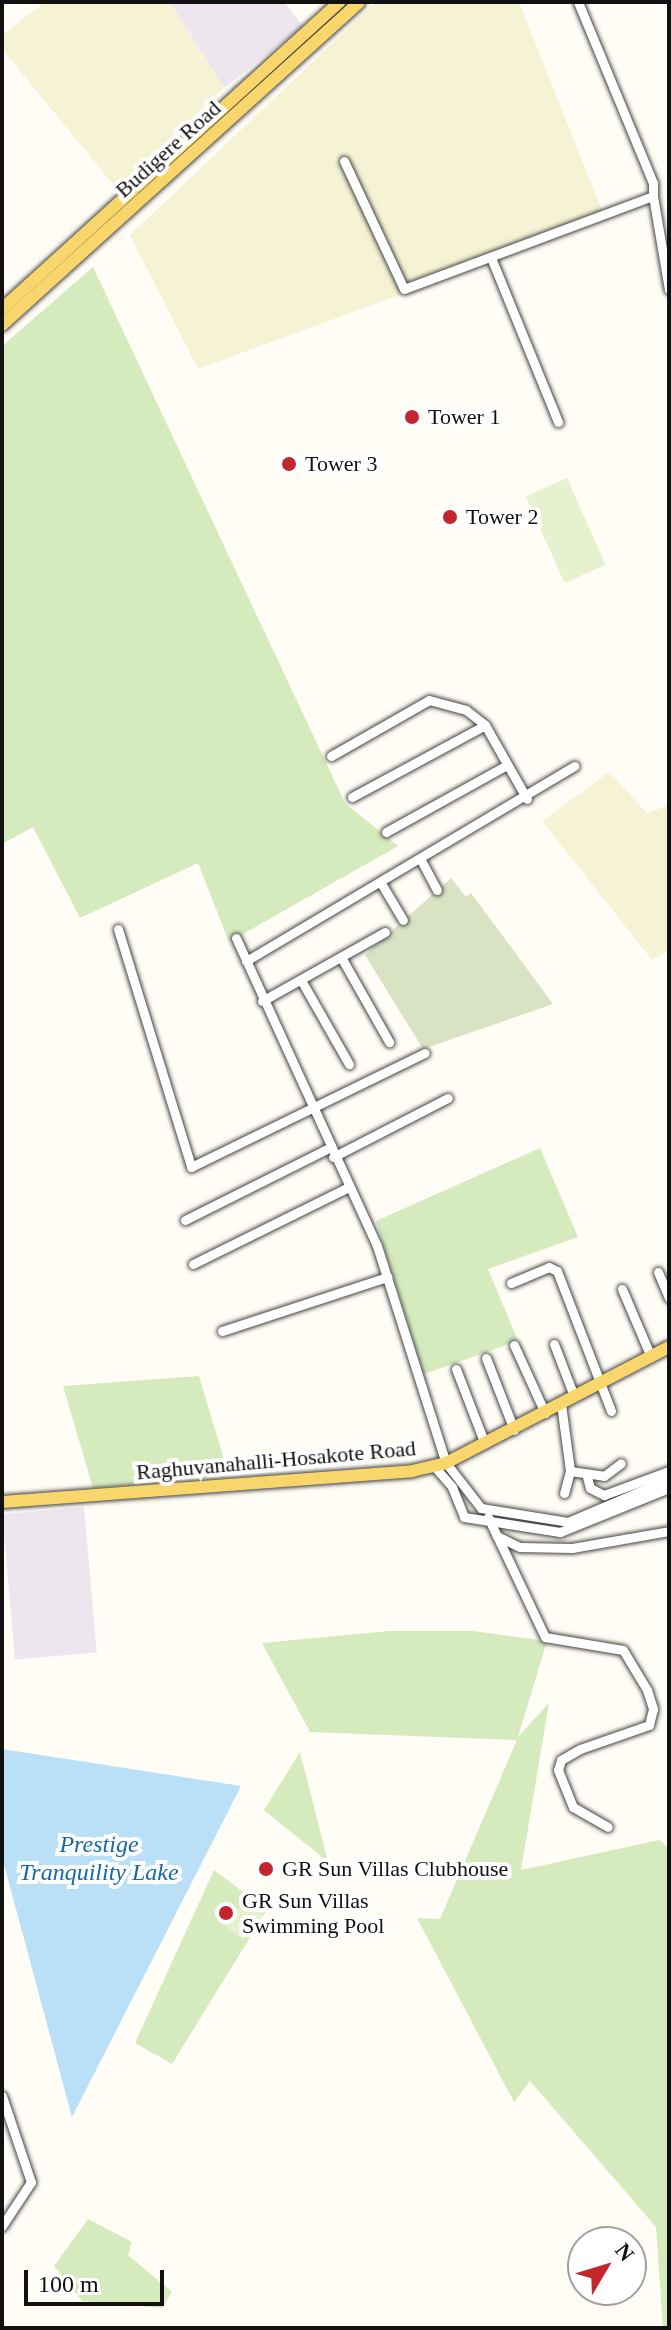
<!DOCTYPE html>
<html>
<head>
<meta charset="utf-8">
<style>
  body { margin:0 }
  #map { position:relative; width:671px; height:2330px; overflow:hidden; background:#fffdf5; font-family:"Times New Roman",serif }
  div>[style] { position:absolute }
  [style*='--x'] { left:calc(var(--x)*1px); top:calc(var(--y)*1px); width:calc(var(--w)*1px); rotate:calc(var(--a)*1deg) }
  .industrial>* { inset:0; background:#eee6ef; transform-origin:0 0 }
  .farmland>* { inset:0; background:#f6f3d4 }
  .green>* { inset:0; background:#d5ebbd }
  .cemetery>* { inset:0; background:#d9e3c4 }
  .pitch>* { inset:0; background:#e6f2cf; transform-origin:0 0 }
  .water>* { inset:0; background:#b9e0f7 }
  .roads { filter:drop-shadow(0 0 2px #444) drop-shadow(0 0 2px #444) }
  .minor>* { height:9px; margin:-4.5px; padding:0 4.5px; transform-origin:4.5px; border-radius:4.5px; background:#fff }
  .major>* { height:12px; margin:-6px; padding:0 6px; transform-origin:6px; border-radius:6px; background:#f9d66b }
  .dots>* { width:22px; height:22px; translate:-50% -50%; box-sizing:border-box; border:4px solid #fff; border-radius:50% }
  span { translate:-50% -50%; white-space:nowrap; text-align:center; line-height:1.15; -webkit-text-stroke:8px #fff; paint-order:stroke }
  .street-label { font-size:22px; color:#111 }
  .poi-label { font-size:22px; color:#111 }
  .left { translate:0 -50%; text-align:left }
  .water-label { font-size:24px; color:#1768a6; font-style:italic }
  .frame { position:absolute; inset:0; border:4px solid #111; pointer-events:none }
  .north { position:absolute; left:567px; top:2226px; width:80px; height:80px; box-sizing:border-box; background:#fff; border:2px solid #a0a0a0; border-radius:50%; rotate:52deg; font-size:22px; font-weight:700; line-height:32px; text-align:center; color:#111 }
  .north::after { content:''; display:block; margin:auto; width:28px; height:36px; background:#c4262e; clip-path:polygon(50% 0,100% 100%,50% 72%,0 100%) }
  .scale { position:absolute; left:24px; top:2270px; width:140px; height:36px; box-sizing:border-box; border:4px solid #111; border-top:0; padding-left:10px; font-size:24px; line-height:28px; white-space:nowrap; color:#111; -webkit-text-stroke:6px #fff; paint-order:stroke }
</style>
</head>
<body>
<div id="map">
  <div class="industrial">
    <div style="clip-path:polygon(170px 2px,284px 2px,303px 26px,224px 88px)"></div>
    <div style="left:84px;top:1507px;width:146px;height:82px;rotate:85deg"></div>
  </div>
  <div class="farmland">
    <div style="clip-path:polygon(45px 2px,170px 2px,224px 88px,116px 188px,2px 49px,2px 35px)"></div>
    <div style="clip-path:polygon(376px 2px,519px 2px,602px 211px,407px 282px,410px 291px,198px 369px,130px 235px)"></div>
    <div style="clip-path:polygon(609px 772px,647px 813px,669px 805px,669px 950px,652px 960px,542px 821px)"></div>
  </div>
  <div class="green">
    <div style="clip-path:polygon(93px 267px,345px 803px,398px 846px,229px 942px,198px 863px,80px 918px,33px 827px,2px 844px,2px 346px)"></div>
    <div style="clip-path:polygon(540px 1148px,578px 1237px,488px 1269px,518px 1341px,424px 1374px,376px 1221px)"></div>
    <div style="clip-path:polygon(199px 1376px,229px 1476px,93px 1488px,63px 1386px)"></div>
    <div style="clip-path:polygon(389px 1631px,473px 1631px,547px 1641px,518px 1737px,549px 1703px,521px 1870px,659px 1840px,669px 1848px,669px 2328px,663px 2328px,656px 2227px,530px 2081px,514px 2102px,417px 1918px,440px 1919px,517px 1740px,310px 1732px,262px 1643px)"></div>
    <div style="clip-path:polygon(300px 1752px,328px 1862px,264px 1810px)"></div>
    <div style="clip-path:polygon(214px 1870px,267px 1910px,172px 2064px,135px 2043px)"></div>
    <div style="clip-path:polygon(88px 2219px,132px 2242px,128px 2255px,172px 2292px,162px 2308px,82px 2301px,54px 2266px)"></div>
  </div>
  <div class="cemetery">
    <div style="clip-path:polygon(451px 878px,466px 897px,471px 893px,553px 1004px,423px 1049px,365px 955px)"></div>
  </div>
  <div class="pitch">
    <div style="left:567px;top:478px;width:95px;height:45px;rotate:66deg"></div>
    <div style="left:247px;top:1896px;width:24px;height:37px;rotate:38deg"></div>
  </div>
  <div class="water">
    <div style="clip-path:polygon(2px 1749px,241px 1786px,72px 2117px,2px 1857px)"></div>
  </div>
  <div class="roads">
    <div class="minor">
      <div style="--x:344;--y:161;--w:141;--a:64.9"></div>
      <div style="--x:404;--y:289;--w:266;--a:-20.5"></div>
      <div style="--x:653;--y:196;--w:13;--a:-90"></div>
      <div style="--x:653;--y:183;--w:196;--a:-112.5"></div>
      <div style="--x:653;--y:196;--w:95;--a:80.3"></div>
      <div style="--x:492;--y:260;--w:175;--a:67.8"></div>
      <div style="--x:331;--y:756;--w:113;--a:-29.7"></div>
      <div style="--x:429;--y:700;--w:38;--a:15"></div>
      <div style="--x:466;--y:710;--w:24;--a:38"></div>
      <div style="--x:485;--y:725;--w:85;--a:60.4"></div>
      <div style="--x:352;--y:797;--w:151;--a:-28.4"></div>
      <div style="--x:386;--y:832;--w:138;--a:-29"></div>
      <div style="--x:421;--y:860;--w:34;--a:62"></div>
      <div style="--x:381;--y:883;--w:43;--a:59.3"></div>
      <div style="--x:118;--y:929;--w:249;--a:72.9"></div>
      <div style="--x:191;--y:1167;--w:260;--a:-26"></div>
      <div style="--x:236;--y:938;--w:339;--a:65.4"></div>
      <div style="--x:377;--y:1246;--w:228;--a:72.4"></div>
      <div style="--x:446;--y:1463;--w:57;--a:52.1"></div>
      <div style="--x:481;--y:1508;--w:88;--a:9.1"></div>
      <div style="--x:568;--y:1522;--w:110;--a:-23.1"></div>
      <div style="--x:341;--y:957;--w:98;--a:60.5"></div>
      <div style="--x:246;--y:961;--w:382;--a:-30.7"></div>
      <div style="--x:301;--y:980;--w:97;--a:60.3"></div>
      <div style="--x:262;--y:1001;--w:141;--a:-29.3"></div>
      <div style="--x:333;--y:1157;--w:129;--a:-27.2"></div>
      <div style="--x:185;--y:1220;--w:161;--a:-26.6"></div>
      <div style="--x:193;--y:1264;--w:174;--a:-26.3"></div>
      <div style="--x:658;--y:1272;--w:28;--a:67"></div>
      <div style="--x:511;--y:1283;--w:41;--a:-22.8"></div>
      <div style="--x:549;--y:1267;--w:9;--a:27"></div>
      <div style="--x:557;--y:1271;--w:150;--a:68.9"></div>
      <div style="--x:622;--y:1289;--w:74;--a:66.9"></div>
      <div style="--x:222;--y:1331;--w:174;--a:-18.1"></div>
      <div style="--x:554;--y:1344;--w:56;--a:69"></div>
      <div style="--x:514;--y:1345;--w:75;--a:65.5"></div>
      <div style="--x:486;--y:1358;--w:77;--a:68.7"></div>
      <div style="--x:456;--y:1369;--w:80;--a:68.9"></div>
      <div style="--x:561;--y:1404;--w:68;--a:82.3"></div>
      <div style="--x:570;--y:1471;--w:23;--a:105"></div>
      <div style="--x:434;--y:1466;--w:28;--a:49"></div>
      <div style="--x:452;--y:1487;--w:32;--a:68"></div>
      <div style="--x:464;--y:1517;--w:97;--a:8.9"></div>
      <div style="--x:560;--y:1532;--w:118;--a:-22"></div>
      <div style="--x:570;--y:1471;--w:34;--a:8"></div>
      <div style="--x:604;--y:1476;--w:21;--a:-37"></div>
      <div style="--x:587;--y:1477;--w:11;--a:75"></div>
      <div style="--x:590;--y:1488;--w:16;--a:27"></div>
      <div style="--x:604;--y:1495;--w:69;--a:-20.3"></div>
      <div style="--x:488;--y:1517;--w:21;--a:65"></div>
      <div style="--x:497;--y:1536;--w:25;--a:26"></div>
      <div style="--x:520;--y:1547;--w:52;--a:1.1"></div>
      <div style="--x:572;--y:1548;--w:98;--a:-9.9"></div>
      <div style="--x:497;--y:1536;--w:112;--a:64.6"></div>
      <div style="--x:545;--y:1637;--w:79;--a:9.5"></div>
      <div style="--x:623;--y:1650;--w:47;--a:59"></div>
      <div style="--x:647;--y:1690;--w:20;--a:72"></div>
      <div style="--x:653;--y:1709;--w:16;--a:104"></div>
      <div style="--x:649;--y:1725;--w:73;--a:160.8"></div>
      <div style="--x:580;--y:1749;--w:22;--a:150"></div>
      <div style="--x:561;--y:1760;--w:10;--a:107"></div>
      <div style="--x:558;--y:1770;--w:40;--a:68"></div>
      <div style="--x:573;--y:1807;--w:40;--a:29.7"></div>
      <div style="--x:2;--y:2096;--w:91;--a:71.4"></div>
      <div style="--x:31;--y:2182;--w:53;--a:123.4"></div>
    </div>
    <div class="major">
      <div style="--x:2;--y:309;--w:456;--a:-42.3"></div>
      <div style="--x:2;--y:325;--w:481;--a:-42.1"></div>
      <div style="--x:2;--y:1502;--w:411;--a:-4.3"></div>
      <div style="--x:412;--y:1471;--w:35;--a:-13"></div>
      <div style="--x:446;--y:1463;--w:251;--a:-27.5"></div>
    </div>
  </div>
  <div class="dots">
    <div style="left:412px;top:417px;background:#c4262e"></div>
    <div style="left:289px;top:464px;background:#c4262e"></div>
    <div style="left:450px;top:517px;background:#c4262e"></div>
    <div style="left:266px;top:1869px;background:#c4262e"></div>
    <div style="left:226px;top:1913px;background:#c4262e"></div>
  </div>
  <div class="street-label">
    <span style="left:168px;top:149px;rotate:-42deg">Budigere Road</span>
    <span style="left:276px;top:1460px;rotate:-5deg">Raghuvanahalli-Hosakote Road</span>
  </div>
  <div class="poi-label">
    <span class="left" style="left:428px;top:417px">Tower 1</span>
    <span class="left" style="left:305px;top:464px">Tower 3</span>
    <span class="left" style="left:466px;top:517px">Tower 2</span>
    <span class="left" style="left:282px;top:1869px">GR Sun Villas Clubhouse</span>
    <span class="left" style="left:242px;top:1913px">GR Sun Villas<br>Swimming Pool</span>
  </div>
  <div class="water-label">
    <span style="left:99px;top:1859px">Prestige<br>Tranquility Lake</span>
  </div>
  <div class="frame"></div>
  <div class="north">N</div>
  <div class="scale">100 m</div>
</div>
</body>
</html>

■ ■ ■ ■ ■

### [What the exercise asks]
Above are the records; copy every line in them that holds the word "cemetery".

### [Response box]
  .cemetery>* { inset:0; background:#d9e3c4 }
  <div class="cemetery">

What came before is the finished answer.